Stored data entries:
════════════════════

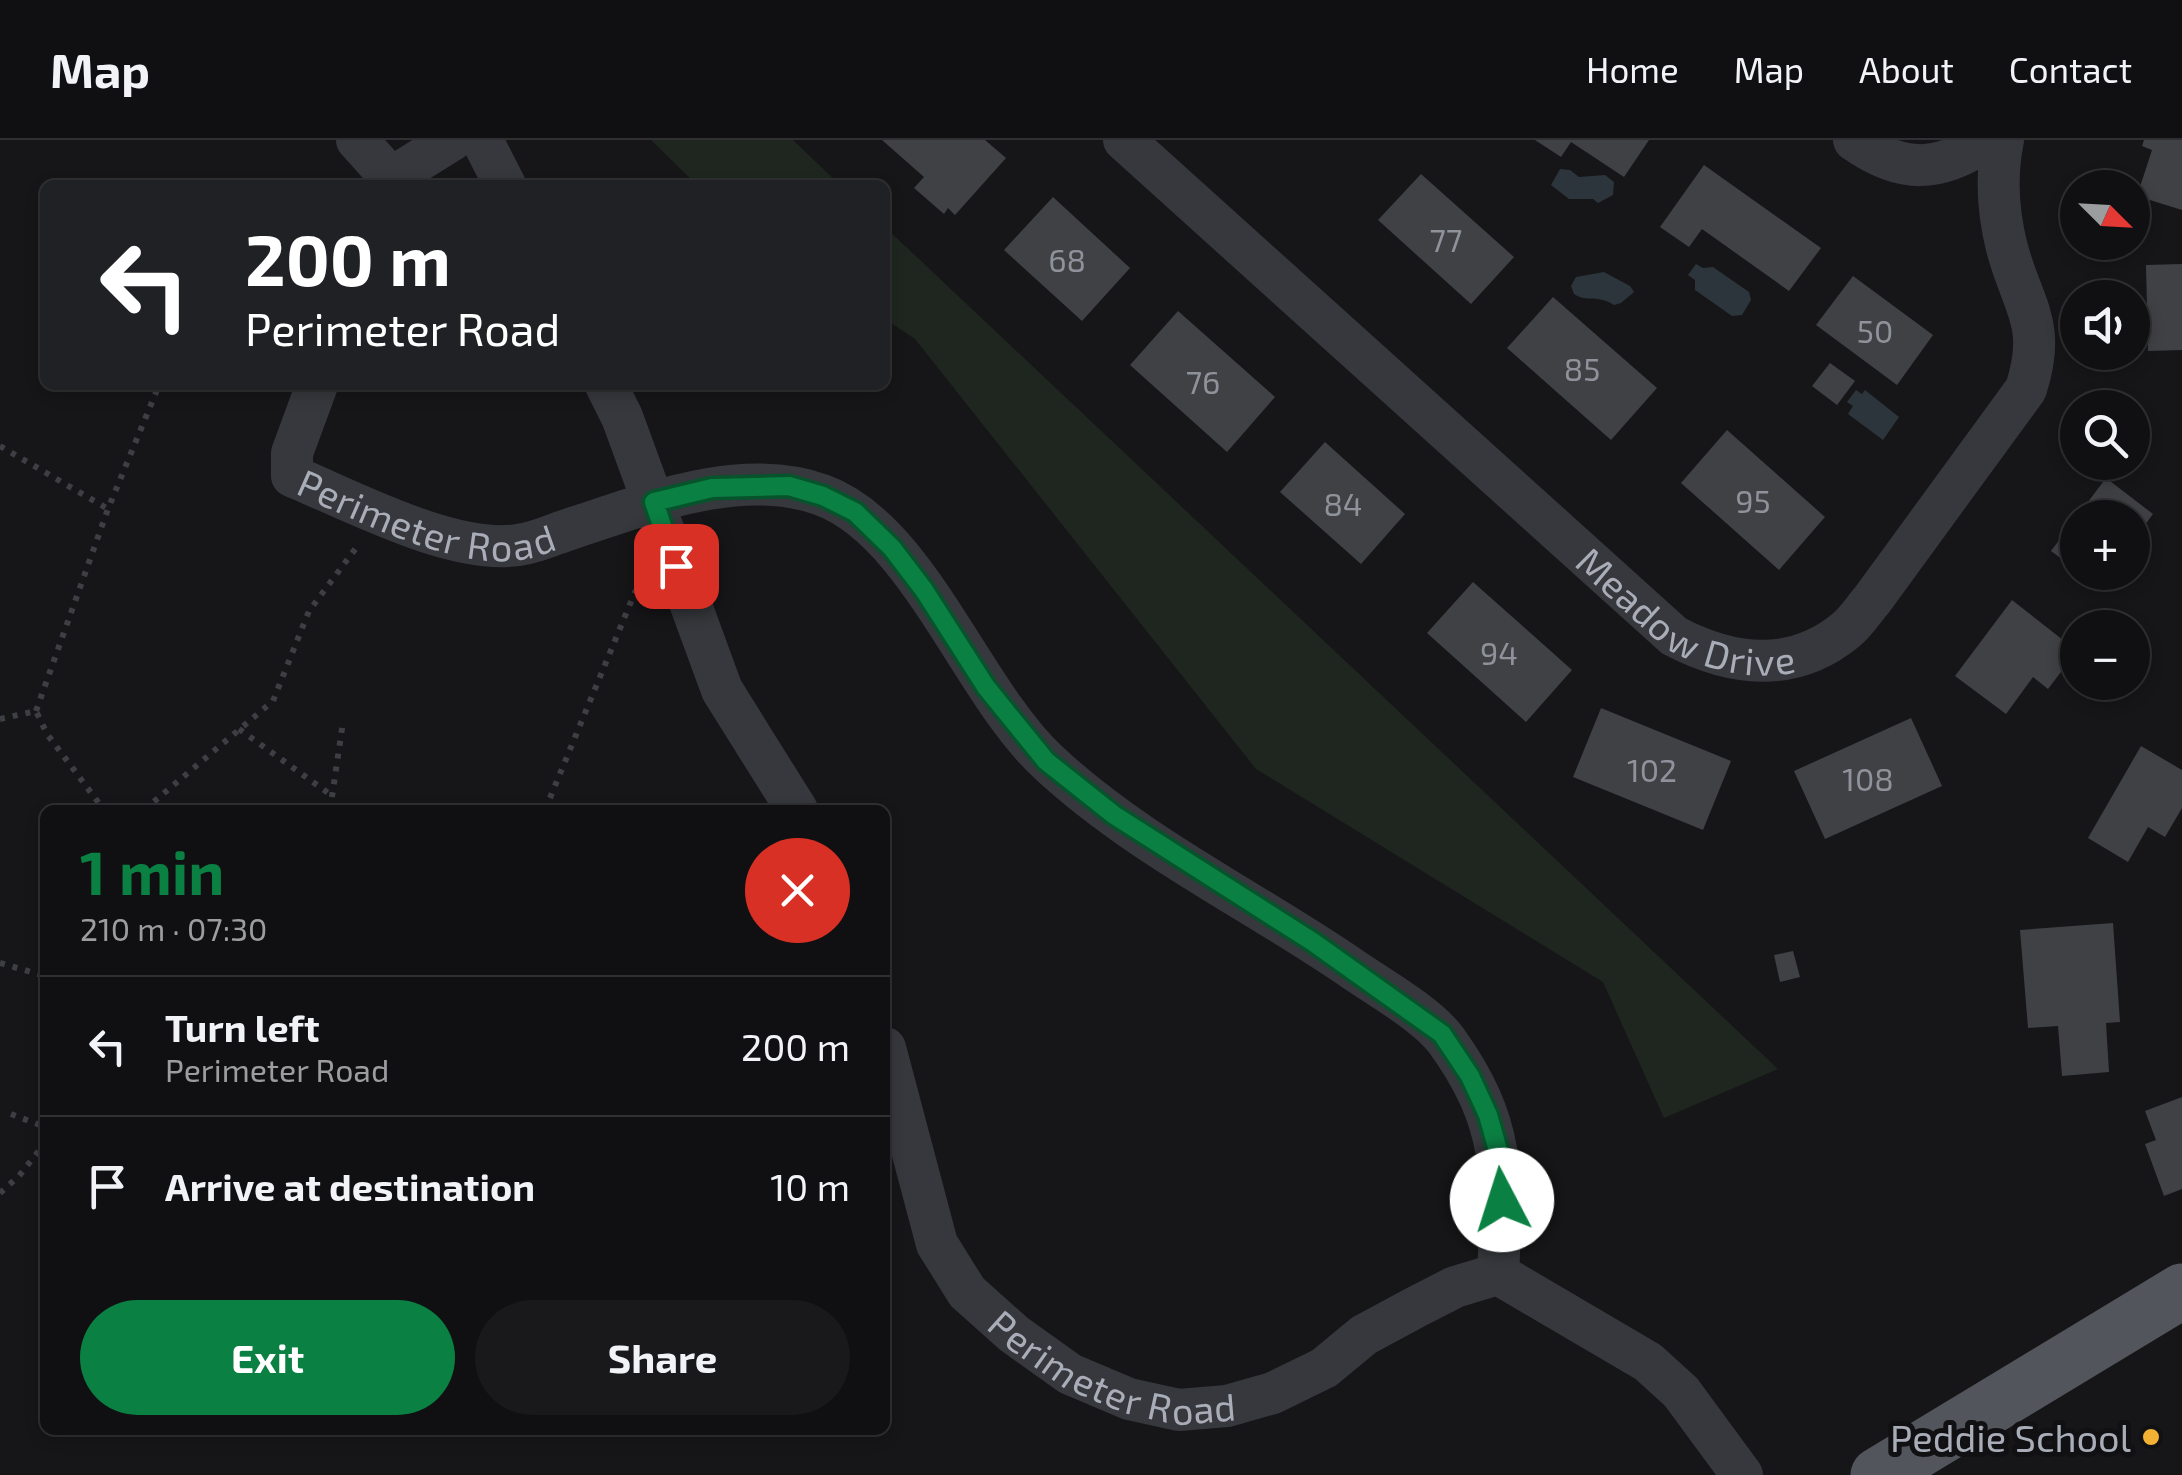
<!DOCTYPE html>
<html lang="en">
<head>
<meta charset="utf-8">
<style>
  :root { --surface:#101012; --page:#19191b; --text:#f1f3f6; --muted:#9c9d9f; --line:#303032; --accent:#0b8043 }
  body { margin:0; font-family:"Exo 2",sans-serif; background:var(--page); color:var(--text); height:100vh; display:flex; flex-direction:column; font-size:38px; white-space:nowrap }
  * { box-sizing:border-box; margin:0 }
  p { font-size:32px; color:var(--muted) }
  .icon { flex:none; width:55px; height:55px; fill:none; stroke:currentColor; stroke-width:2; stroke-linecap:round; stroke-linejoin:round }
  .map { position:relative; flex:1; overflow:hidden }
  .side { position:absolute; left:40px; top:665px; width:850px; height:630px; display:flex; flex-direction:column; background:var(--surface); border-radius:15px; box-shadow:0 5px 15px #0003,0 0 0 2px var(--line) }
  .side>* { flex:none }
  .hud { position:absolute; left:40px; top:40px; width:850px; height:210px; border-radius:15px; box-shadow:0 5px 15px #0003,0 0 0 2px var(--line); background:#202124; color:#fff; overflow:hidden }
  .needle { width:65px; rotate:114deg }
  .buttons { position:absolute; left:2060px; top:30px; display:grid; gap:20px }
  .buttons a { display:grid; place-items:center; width:90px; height:90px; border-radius:50%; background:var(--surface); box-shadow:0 5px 15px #0003,0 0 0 2px var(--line); font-size:50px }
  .pin { position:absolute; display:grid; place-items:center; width:85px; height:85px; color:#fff; margin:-42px; border-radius:20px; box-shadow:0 5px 15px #0006 }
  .me { position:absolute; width:110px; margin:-55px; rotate:355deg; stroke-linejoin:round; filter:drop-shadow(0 0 8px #0008) }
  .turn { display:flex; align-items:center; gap:35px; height:210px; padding:0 40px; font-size:45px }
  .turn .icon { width:130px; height:130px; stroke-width:2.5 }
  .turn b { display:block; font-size:70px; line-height:85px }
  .round { display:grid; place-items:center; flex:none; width:105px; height:105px; border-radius:52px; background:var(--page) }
  .overview { display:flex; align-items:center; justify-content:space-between; height:170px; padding:0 40px }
  h1 { font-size:60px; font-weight:700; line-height:75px; color:var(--accent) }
  .cta { display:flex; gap:20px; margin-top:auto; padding:20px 40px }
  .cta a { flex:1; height:115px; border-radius:60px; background:var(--accent); color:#fff; font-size:40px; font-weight:700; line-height:115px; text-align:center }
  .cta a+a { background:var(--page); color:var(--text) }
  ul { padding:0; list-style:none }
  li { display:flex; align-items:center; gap:30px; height:140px; padding:0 40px; border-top:2px solid var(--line) }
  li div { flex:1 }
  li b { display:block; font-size:38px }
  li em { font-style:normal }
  header { display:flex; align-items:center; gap:60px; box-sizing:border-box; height:140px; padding:0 50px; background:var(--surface); border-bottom:2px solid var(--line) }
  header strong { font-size:48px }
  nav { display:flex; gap:55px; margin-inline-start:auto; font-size:35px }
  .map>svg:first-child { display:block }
  .green { fill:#1e261f }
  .water { fill:#2c353c }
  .building { fill:#404145 }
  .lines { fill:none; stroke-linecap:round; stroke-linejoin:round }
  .path { stroke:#3d3f44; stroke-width:6; stroke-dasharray:5 8; stroke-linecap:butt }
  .minor { stroke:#37383d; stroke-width:42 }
  .major { stroke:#53555c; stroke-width:55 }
  .route-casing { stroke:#07532c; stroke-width:25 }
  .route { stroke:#0b8043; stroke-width:18 }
  .poi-dot { fill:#f2b134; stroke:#111113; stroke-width:4 }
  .labels { text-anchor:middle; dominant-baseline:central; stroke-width:10; stroke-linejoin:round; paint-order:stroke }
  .number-label { font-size:32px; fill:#8e929b }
  .street-label { font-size:38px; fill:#a8adb8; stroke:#111113 }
  .poi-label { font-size:38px; fill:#a8adb8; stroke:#111113; text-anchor:end }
</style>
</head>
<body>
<header>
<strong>Map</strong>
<nav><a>Home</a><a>Map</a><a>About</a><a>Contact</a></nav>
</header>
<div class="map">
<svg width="2182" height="1335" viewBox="0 0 2182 1335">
  <rect width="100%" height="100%" fill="#161618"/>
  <g class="green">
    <polygon points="651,0 793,0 840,45 697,45"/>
    <polygon points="885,87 1778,929 1664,978 1603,842 1256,629 915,199 885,179"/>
  </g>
  <g class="water">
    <polygon points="1560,29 1570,30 1579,37 1605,35 1614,42 1613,55 1598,63 1593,59 1569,59 1551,45"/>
    <polygon points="1696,124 1703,128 1713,127 1749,152 1751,160 1742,175 1732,176 1695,150 1695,140 1688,135"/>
    <path d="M 1604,132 L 1630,146 L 1634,152 L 1621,163 L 1614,165 C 1598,154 1587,163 1574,154 L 1571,146 L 1576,137 Z"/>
    <polygon points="1856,250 1862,254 1865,250 1899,277 1883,300 1848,274 1853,266 1847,262"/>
  </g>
  <g class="building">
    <polygon points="882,0 985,0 1006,18 955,75 948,68 944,74 914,48 924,37"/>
    <polygon points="1535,0 1649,0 1624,37 1571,2 1561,17"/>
    <polygon points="2144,0 2182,0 2182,70 2137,56 2152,10 2142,6"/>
    <polygon points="1704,25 1821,108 1789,151 1702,89 1689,107 1660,87"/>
    <polygon points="1421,34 1514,117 1471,164 1378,80"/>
    <polygon points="1053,57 1130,128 1082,181 1004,110"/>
    <polygon points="2182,124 2182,210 2148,211 2146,125"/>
    <polygon points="1853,136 1933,195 1897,245 1816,185"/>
    <polygon points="1553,157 1657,248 1611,300 1507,208"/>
    <polygon points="1178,171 1275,257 1227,312 1130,225"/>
    <polygon points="1830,223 1855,241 1837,265 1812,246"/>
    <polygon points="1727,290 1825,377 1779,430 1681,343"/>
    <polygon points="1325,302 1405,374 1361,424 1280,352"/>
    <polygon points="2106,338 2153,374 2132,402 2132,378 2078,378 2078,431 2051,411"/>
    <polygon points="1473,442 1572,530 1526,582 1427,493"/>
    <polygon points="2012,460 2077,511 2048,549 2033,537 2006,574 1955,536"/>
    <polygon points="1601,568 1731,621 1703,690 1573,637"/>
    <polygon points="1911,578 1942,646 1825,699 1794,631"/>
    <polygon points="2141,606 2182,630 2182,668 2165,697 2148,687 2128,722 2088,698"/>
    <polygon points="2113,783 2120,882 2106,883 2109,932 2062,936 2058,886 2028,888 2020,790"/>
    <polygon points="1793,811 1800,837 1780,842 1774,815"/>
    <polygon points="2182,957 2182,1049 2164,1056 2145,1004 2156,1000 2145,971"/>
  </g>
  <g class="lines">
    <g class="path">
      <polyline points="0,306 108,369"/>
      <polyline points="36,571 108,369 159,245"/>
      <polyline points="0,579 36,571 47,594 104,670"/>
      <polyline points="239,589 331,655"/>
      <polyline points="144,670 273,561 309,471 356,408"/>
      <polyline points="330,670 343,582"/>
      <polyline points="545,670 635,452 641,445"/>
      <polyline points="0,823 45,836"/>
      <polyline points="11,974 45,987"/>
      <polyline points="0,1053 19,1036 45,1003"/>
    </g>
    <g class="minor">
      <polyline points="357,0 391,38"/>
      <polyline points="482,0 505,45"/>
      <path id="s1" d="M 1124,0 L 1674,496 C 1731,526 1793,534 1846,490 C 1856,482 1864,469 1872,460 L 2026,249 C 2047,183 2023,168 2007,108 C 1998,73 1996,35 2003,0"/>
      <path d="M 1854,0 C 1902,34 1939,33 1987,0"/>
      <polyline points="389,45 391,38 452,0"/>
      <path id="s2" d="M 317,245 L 292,313 L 292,336 C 352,361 453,415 518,405 C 537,403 556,393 573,388 C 649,363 743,326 822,355 C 918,390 972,552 1048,622 C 1138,706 1254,761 1354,830 C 1382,849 1426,874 1446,900 C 1506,983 1503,1036 1498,1134"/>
      <polyline points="606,245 622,277 722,550 797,670"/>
      <path id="s3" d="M 885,908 L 937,1104 L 967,1152 L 1014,1194 L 1070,1234 L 1129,1259 L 1179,1270 L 1227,1266 L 1273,1253 L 1324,1228 L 1364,1195 L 1416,1167 L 1455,1147 L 1498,1134 L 1648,1222 L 1681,1252 L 1742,1335"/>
    </g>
    <polyline class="major" points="1878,1335 2182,1151"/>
  </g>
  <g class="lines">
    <defs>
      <polyline id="route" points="676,426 654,362 712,348 789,346 823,356 855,372 892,408 924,450 986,547 1046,621 1114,675 1313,802 1442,894 1470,936 1488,975 1499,1014 1502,1060"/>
    </defs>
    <use href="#route" class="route-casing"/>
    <use href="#route" class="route"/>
  </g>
  <circle class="poi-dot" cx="2151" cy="1297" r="10"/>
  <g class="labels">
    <g class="number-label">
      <text x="1446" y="99">77</text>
      <text x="1067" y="119">68</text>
      <text x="1875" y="190">50</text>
      <text x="1582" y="228">85</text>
      <text x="1203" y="241">76</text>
      <text x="1753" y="360">95</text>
      <text x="1343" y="363">84</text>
      <text x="1499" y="512">94</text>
      <text x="1652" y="629">102</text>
      <text x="1868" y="638">108</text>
    </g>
    <g class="street-label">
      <text stroke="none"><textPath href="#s2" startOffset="238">Perimeter Road</textPath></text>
      <text stroke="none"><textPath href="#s1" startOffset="742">Meadow Drive</textPath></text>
      <text stroke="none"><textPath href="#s3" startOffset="430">Perimeter Road</textPath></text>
    </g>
    <g class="poi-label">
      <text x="2131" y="1297">Peddie School</text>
    </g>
  </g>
</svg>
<div class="buttons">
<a><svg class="needle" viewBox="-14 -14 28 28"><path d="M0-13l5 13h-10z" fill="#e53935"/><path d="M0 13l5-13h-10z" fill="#9c9d9f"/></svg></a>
<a><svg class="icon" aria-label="sound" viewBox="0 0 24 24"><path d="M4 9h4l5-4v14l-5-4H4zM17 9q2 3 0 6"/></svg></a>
<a><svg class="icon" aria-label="search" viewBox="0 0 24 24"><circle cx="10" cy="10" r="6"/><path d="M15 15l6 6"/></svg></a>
<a>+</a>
<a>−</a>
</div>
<div class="pin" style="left:676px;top:426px;background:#d93025"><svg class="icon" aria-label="arrive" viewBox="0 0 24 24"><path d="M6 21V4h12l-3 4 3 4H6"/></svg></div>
<svg class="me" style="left:1502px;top:1060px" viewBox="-20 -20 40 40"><circle r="19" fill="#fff"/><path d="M0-13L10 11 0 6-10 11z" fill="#0b8043"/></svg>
<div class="hud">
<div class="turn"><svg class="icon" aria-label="left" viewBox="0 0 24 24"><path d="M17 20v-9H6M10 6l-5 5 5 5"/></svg><div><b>200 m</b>Perimeter Road</div></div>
</div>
<section class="side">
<div class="overview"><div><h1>1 min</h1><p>210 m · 07:30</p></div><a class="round" style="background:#d93025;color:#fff"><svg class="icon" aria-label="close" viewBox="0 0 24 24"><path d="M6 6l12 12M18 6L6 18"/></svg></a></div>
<ul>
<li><svg class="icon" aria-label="left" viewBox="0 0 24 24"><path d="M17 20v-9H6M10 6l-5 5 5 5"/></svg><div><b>Turn left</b><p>Perimeter Road</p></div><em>200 m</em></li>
<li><svg class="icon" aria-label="arrive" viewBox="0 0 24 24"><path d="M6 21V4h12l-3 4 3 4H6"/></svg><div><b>Arrive at destination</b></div><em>10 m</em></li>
</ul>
<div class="cta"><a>Exit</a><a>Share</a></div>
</section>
</div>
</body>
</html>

════════════════════

▶ EXERCISE: Transcribe only the trailing portion of the entries above: the line that contains "min</h1><p>210 m ·" and each line after it.

▶ FINISHED TASK:
<div class="overview"><div><h1>1 min</h1><p>210 m · 07:30</p></div><a class="round" style="background:#d93025;color:#fff"><svg class="icon" aria-label="close" viewBox="0 0 24 24"><path d="M6 6l12 12M18 6L6 18"/></svg></a></div>
<ul>
<li><svg class="icon" aria-label="left" viewBox="0 0 24 24"><path d="M17 20v-9H6M10 6l-5 5 5 5"/></svg><div><b>Turn left</b><p>Perimeter Road</p></div><em>200 m</em></li>
<li><svg class="icon" aria-label="arrive" viewBox="0 0 24 24"><path d="M6 21V4h12l-3 4 3 4H6"/></svg><div><b>Arrive at destination</b></div><em>10 m</em></li>
</ul>
<div class="cta"><a>Exit</a><a>Share</a></div>
</section>
</div>
</body>
</html>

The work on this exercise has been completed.